Blockchain Security Brief
The weekly record of web3 darkest hours
Monday, October 20, 2025

Top Exploits
From trillion-dollar typos to orbital scam cities and Sui’s latest liquidity implosion, this week proved once again that DeFi’s biggest vulnerabilities aren’t bugs in the code - they’re features of the system.
Paxos accidentally hyperinflated the universe. On October 15th, one misplaced decimal turned a $300M internal transfer into a $300 trillion mint - over twice the world’s GDP, conjured for $2.66 in gas fees. For 22 glorious minutes, PayPal’s PYUSD stablecoin became the richest entity in history before being panic-burned into oblivion. Not a hack - just a “regulated” stablecoin running on a single god-mode key. Trustless code, trusted humans, catastrophic results. (Read more)

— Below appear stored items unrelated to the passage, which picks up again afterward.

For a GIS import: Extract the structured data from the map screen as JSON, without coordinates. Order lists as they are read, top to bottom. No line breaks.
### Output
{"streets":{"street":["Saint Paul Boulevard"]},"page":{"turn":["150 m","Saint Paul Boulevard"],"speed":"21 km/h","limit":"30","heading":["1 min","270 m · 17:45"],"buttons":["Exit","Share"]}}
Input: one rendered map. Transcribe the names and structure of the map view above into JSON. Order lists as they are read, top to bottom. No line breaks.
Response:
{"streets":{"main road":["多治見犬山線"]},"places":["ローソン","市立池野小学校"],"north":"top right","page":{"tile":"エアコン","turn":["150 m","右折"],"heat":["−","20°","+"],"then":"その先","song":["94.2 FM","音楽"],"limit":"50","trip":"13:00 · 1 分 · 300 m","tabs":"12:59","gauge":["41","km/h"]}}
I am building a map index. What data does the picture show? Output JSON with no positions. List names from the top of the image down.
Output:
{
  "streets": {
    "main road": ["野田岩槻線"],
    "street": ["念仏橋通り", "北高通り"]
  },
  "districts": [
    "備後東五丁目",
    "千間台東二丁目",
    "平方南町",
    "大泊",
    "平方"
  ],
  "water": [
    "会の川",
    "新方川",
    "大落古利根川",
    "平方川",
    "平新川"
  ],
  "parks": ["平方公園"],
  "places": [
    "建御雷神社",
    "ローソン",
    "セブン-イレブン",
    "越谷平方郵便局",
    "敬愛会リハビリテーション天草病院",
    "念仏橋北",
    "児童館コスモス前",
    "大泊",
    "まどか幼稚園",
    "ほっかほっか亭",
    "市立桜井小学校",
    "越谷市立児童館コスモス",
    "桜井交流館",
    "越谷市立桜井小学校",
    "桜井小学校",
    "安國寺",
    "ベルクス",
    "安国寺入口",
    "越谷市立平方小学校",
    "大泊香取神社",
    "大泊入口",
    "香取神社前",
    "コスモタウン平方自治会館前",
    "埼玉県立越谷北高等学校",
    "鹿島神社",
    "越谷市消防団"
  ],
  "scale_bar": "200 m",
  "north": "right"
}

Myanmar’s “erased” scam city is back online - bigger, wired, and running on Starlink. Despite a February crackdown, KK Park’s compounds now host 100,000 trafficked workers scamming billions through U.S. satellites unlicensed in Myanmar. Liberation tech turned into scam infrastructure, beaming modern slavery from orbit. (Read more)

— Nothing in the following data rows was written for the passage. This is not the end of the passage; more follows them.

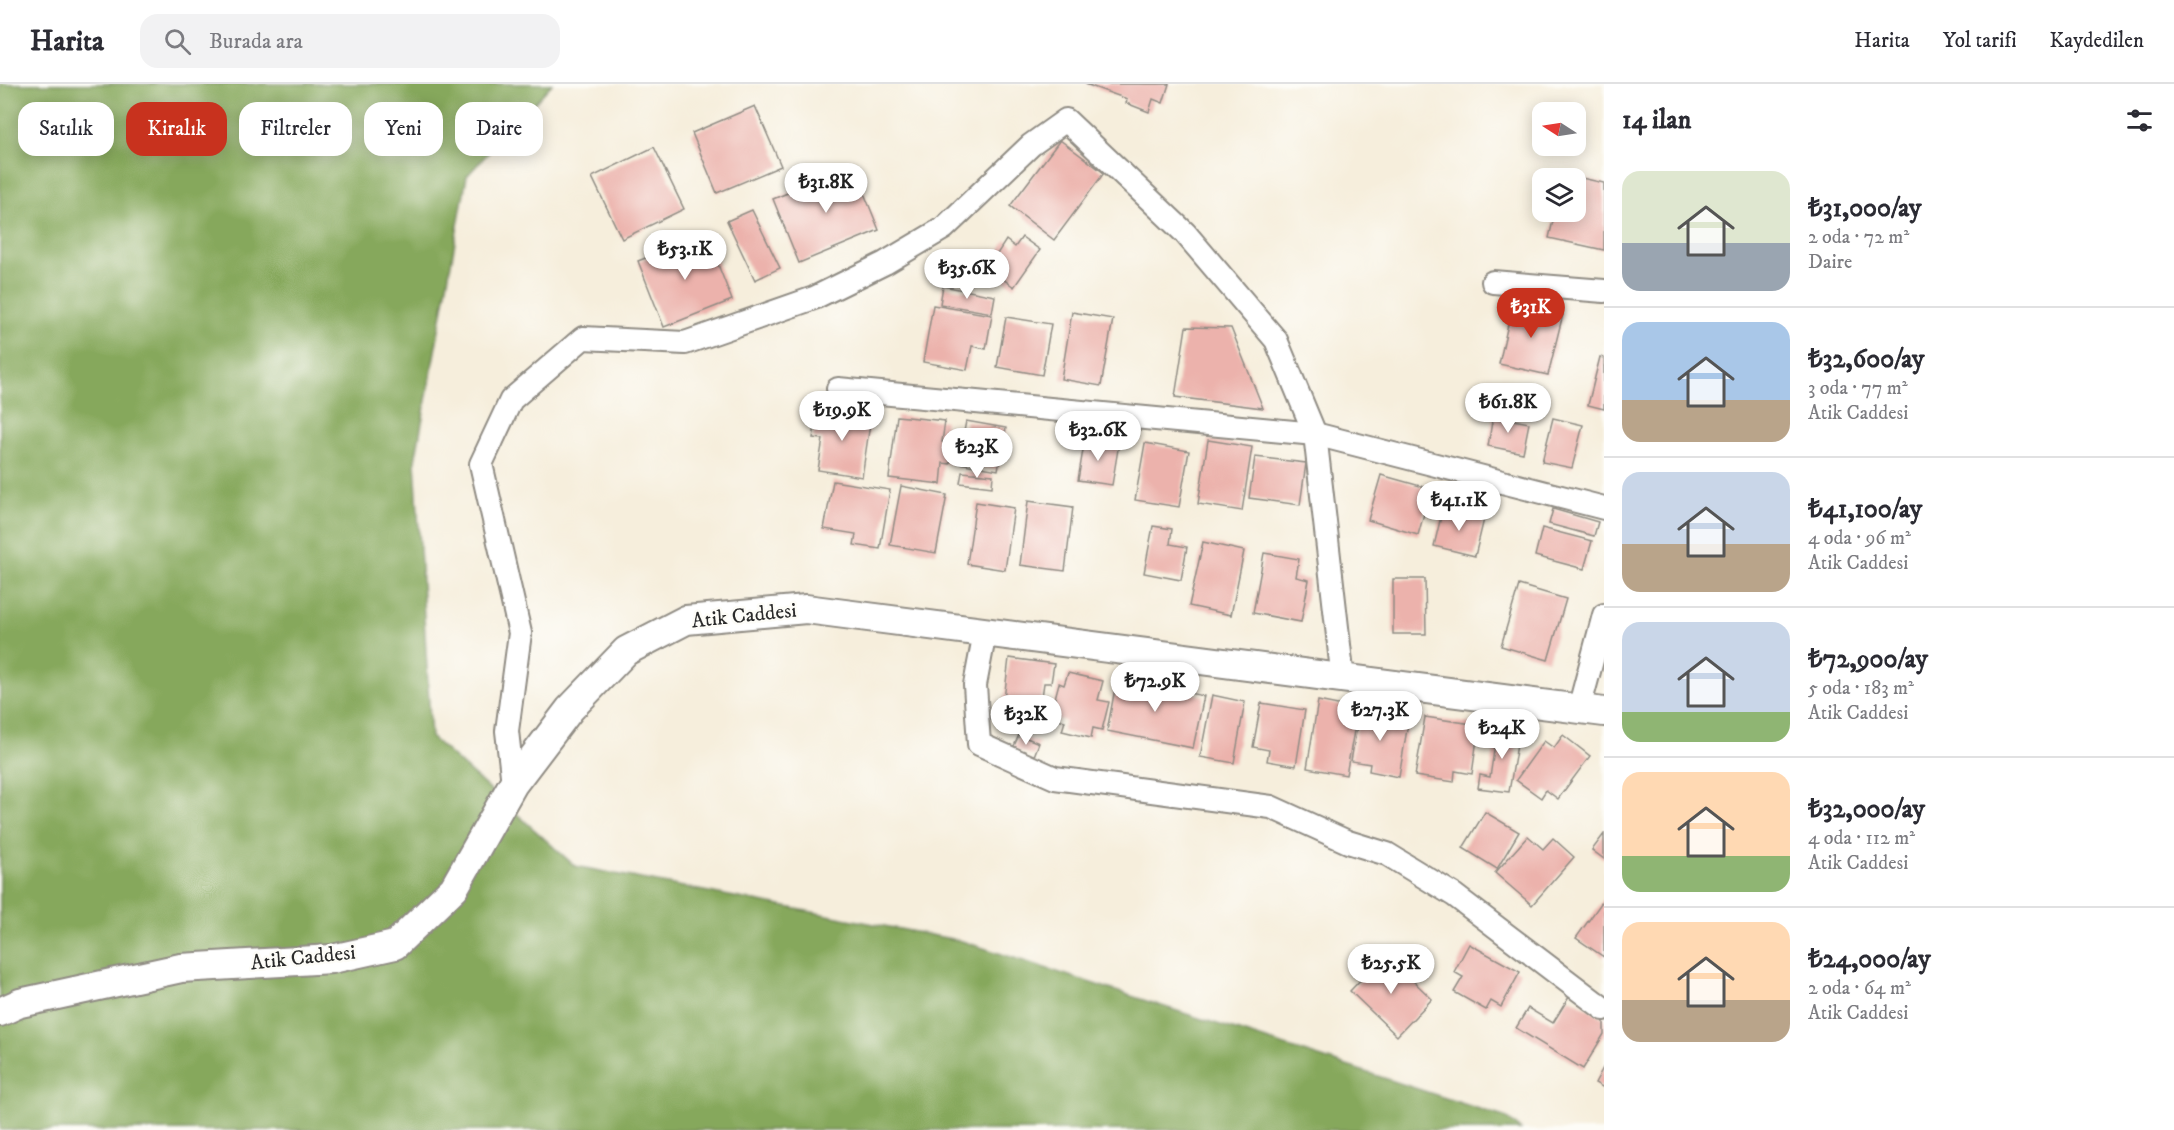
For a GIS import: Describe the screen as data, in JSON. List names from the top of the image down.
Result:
{
  "streets": {
    "street": ["Atik Caddesi"]
  },
  "north": "left",
  "page": {
    "header": "Harita",
    "search": "Burada ara",
    "nav": ["Harita", "Yol tarifi", "Kaydedilen"],
    "heading": "14 ilan",
    "chip": [
      "Satılık",
      "Kiralık",
      "Filtreler",
      "Yeni",
      "Daire"
    ],
    "list": [
      {
        "name": "₺31,000/ay",
        "note": "2 oda · 72 m² · Daire"
      },
      {
        "name": "₺32,600/ay",
        "note": "3 oda · 77 m² · Atik Caddesi"
      },
      {
        "name": "₺41,100/ay",
        "note": "4 oda · 96 m² · Atik Caddesi"
      },
      {
        "name": "₺72,900/ay",
        "note": "5 oda · 183 m² · Atik Caddesi"
      },
      {
        "name": "₺32,000/ay",
        "note": "4 oda · 112 m² · Atik Caddesi"
      },
      {
        "name": "₺24,000/ay",
        "note": "2 oda · 64 m² · Atik Caddesi"
      }
    ],
    "price": [
      "₺31.8K",
      "₺53.1K",
      "₺35.6K",
      "₺31K",
      "₺61.8K",
      "₺19.9K",
      "₺32.6K",
      "₺23K",
      "₺41.1K",
      "₺72.9K",
      "₺27.3K",
      "₺32K",
      "₺24K",
      "₺25.5K"
    ]
  }
}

Typus Finance got oracle’d into oblivion after missing authority checks in its Targeted Liquidity Provision contract, letting exploiters spoof prices and drain $3.4M like it was happy hour. It’s Sui’s third major hit this year, following Cetus’s $223M overflow and Nemo’s $2.4M yield flop. The team hit pause faster than a panic validator and called in the Sui Foundation for cleanup duty.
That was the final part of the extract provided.